Adhesive for binding vinyl chloride to steel plates and vinyl chloride-coated steel plates

Abstract

An adhesive prepared by blending a hardening resin serving as the main component with an urethane resin having a polycarbonate structure. The addition of the urethane resin with the polycarbonate structure makes it possible to give an adhesive which has a high solvent resistance and a good low temperature impact resistance and achieves good adhesion between vinyl chloride and a steel plate. This urethane resin can be obtained by reacting a polyol with an isocyanate compound. It is advantageous to use the urethane resin in an amount of 5 to 35% by weight.

Description

TECHNICAL FIELD

This invention relates to an adhesive suitable for vinyl chloride-coated steel plates.

BACKGROUND ART

Owing to the high processability and good design properties, vinyl chloride-coated steel plates have been widely employed in the fields of household appliances and building materials.
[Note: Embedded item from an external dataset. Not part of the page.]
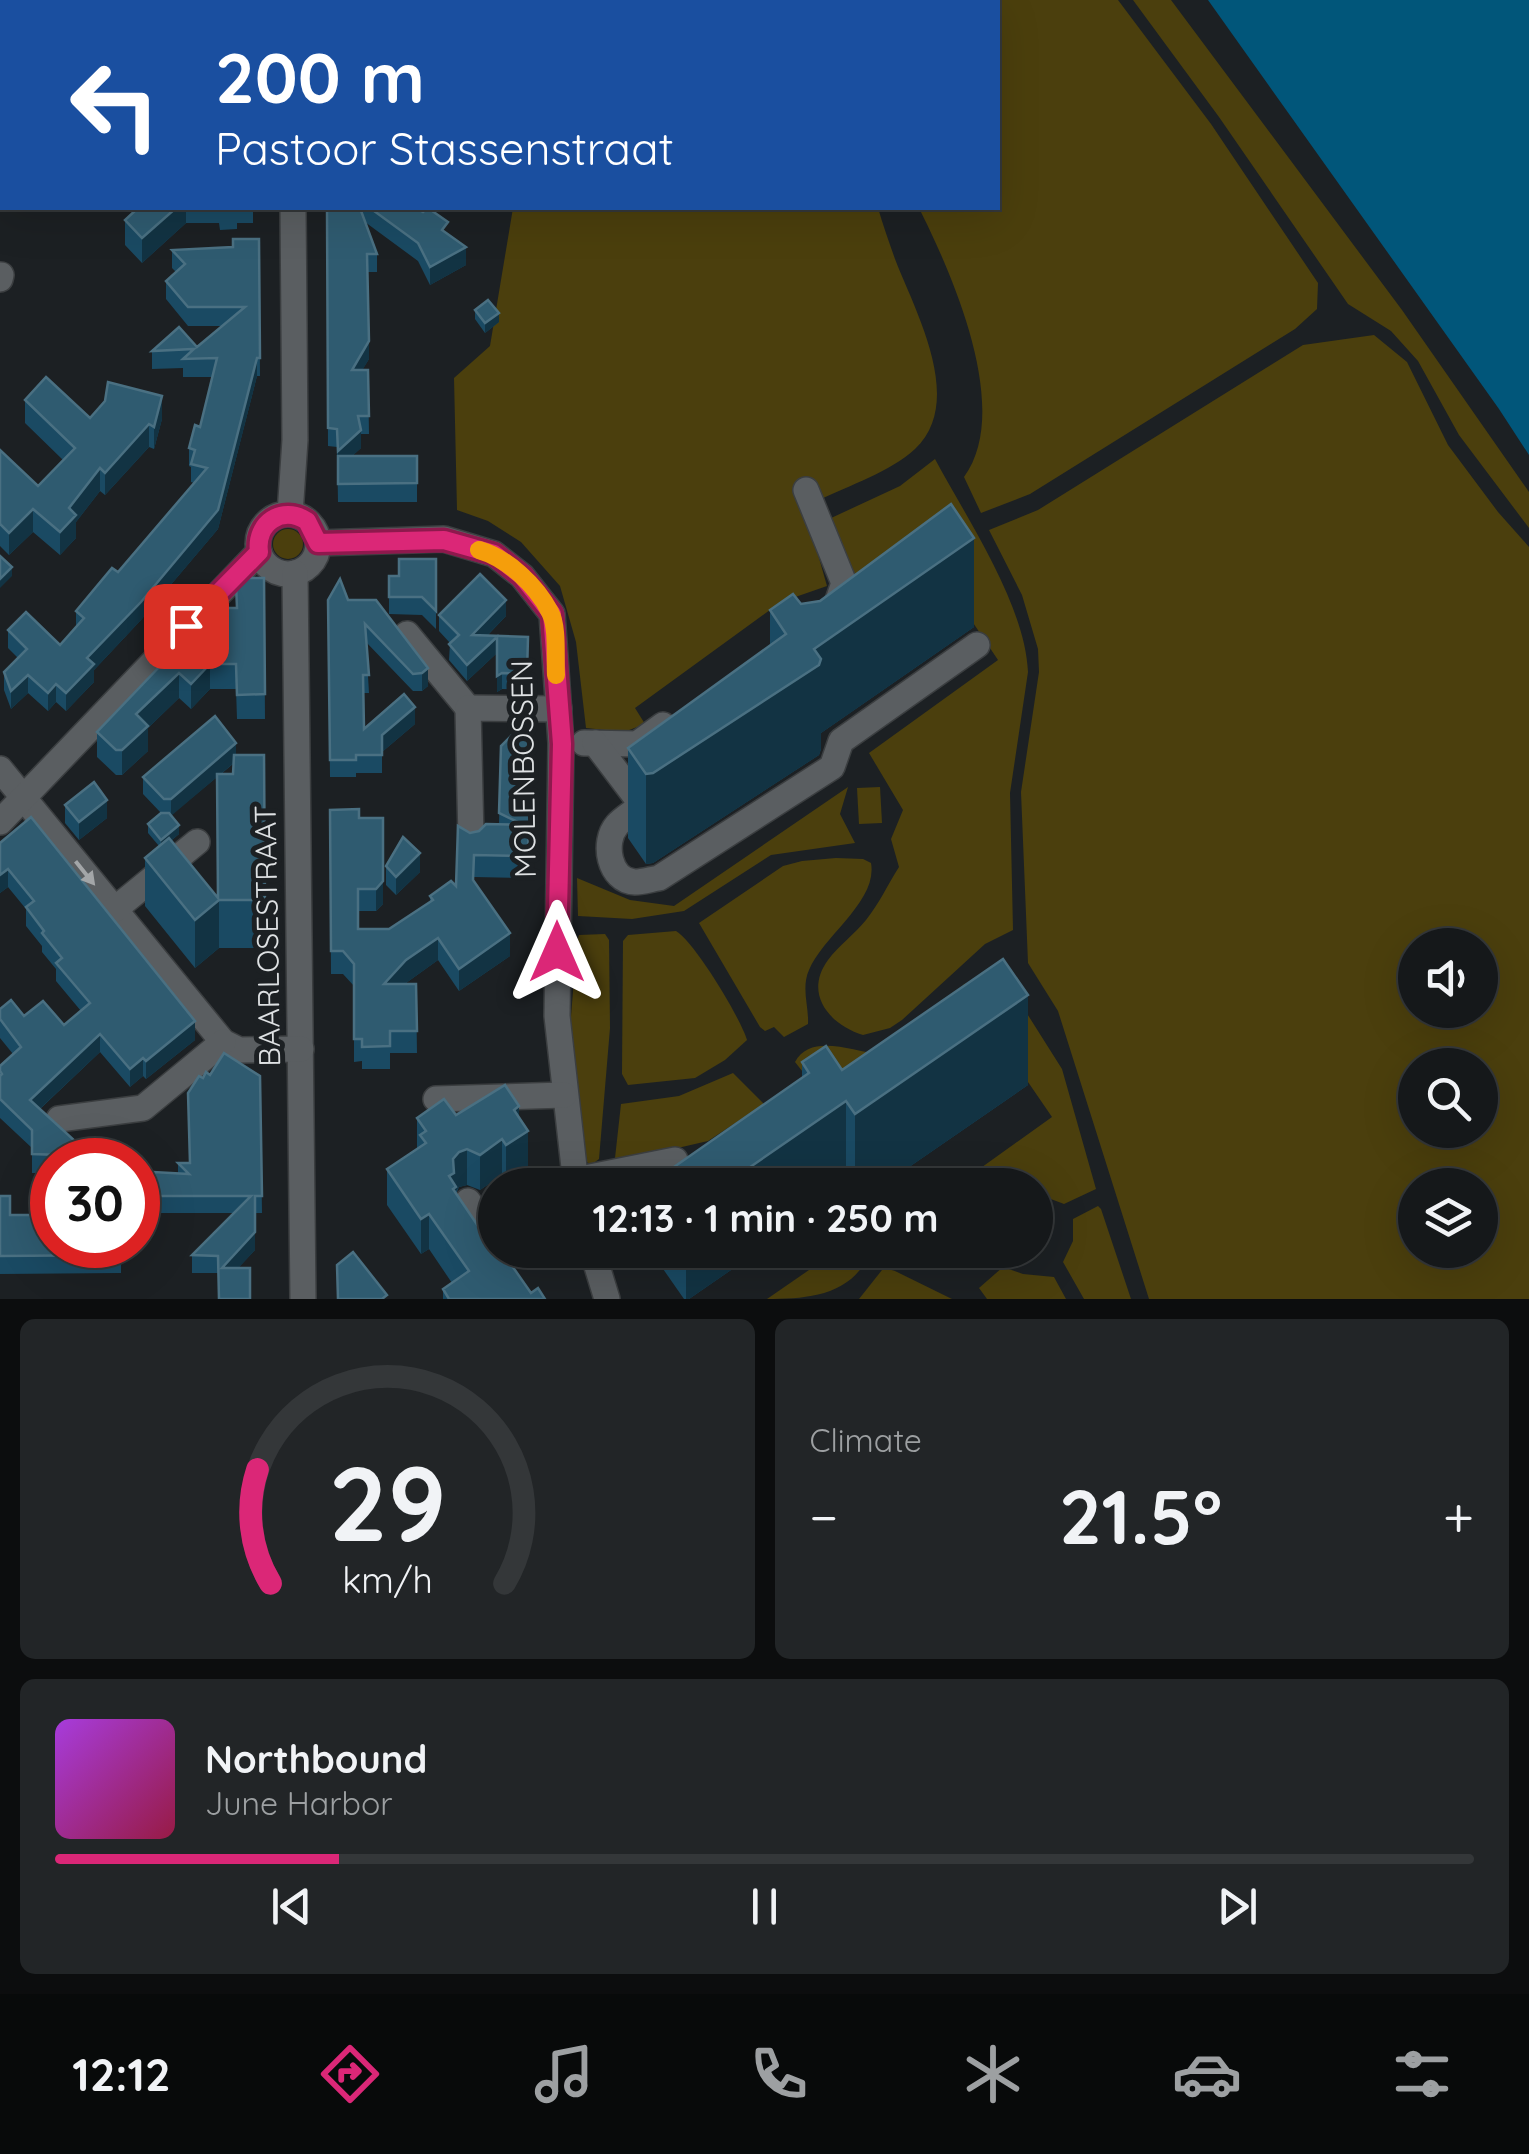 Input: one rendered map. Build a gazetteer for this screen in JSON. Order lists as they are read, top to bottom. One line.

In general, vinyl chloride-coated steel plates are produced by applying a vinyl chloride coating on the surface of a steel plate and then hardening the coating to give a resin film, or by adhering a vinyl chloride film to a steel plate. In these processes, an adhesive is used to adhere the vinyl chloride film or the resin film to the steel plate.

Since adhesives to be used in vinyl chloride-coated steel plates should be excellent in adhesiveness and heat resistance, a number of studies have been made on adhesives usable for these purposes.

For example, JPB S59-37034 discloses an adhesive for vinyl chloride-coated steel plates, which comprises an acrylic resin and an epoxy resin. On the other hand, JPA S58-179274 discloses an adhesive for vinyl chloride-coated steel plates, which comprises an acrylic resin, an epoxy resin and a phenoxy resin. In these cases, the adhesives are applied on steel plates and then hardened with the use of hardeners, thus elevating the adhesive force between the steel plates and vinyl chloride.

Moreover, JPA S58-179274 discloses an adhesive containing a flexibility-imparting agent (nitrile rubber, etc.) to improve the impact resistance at low temperatures.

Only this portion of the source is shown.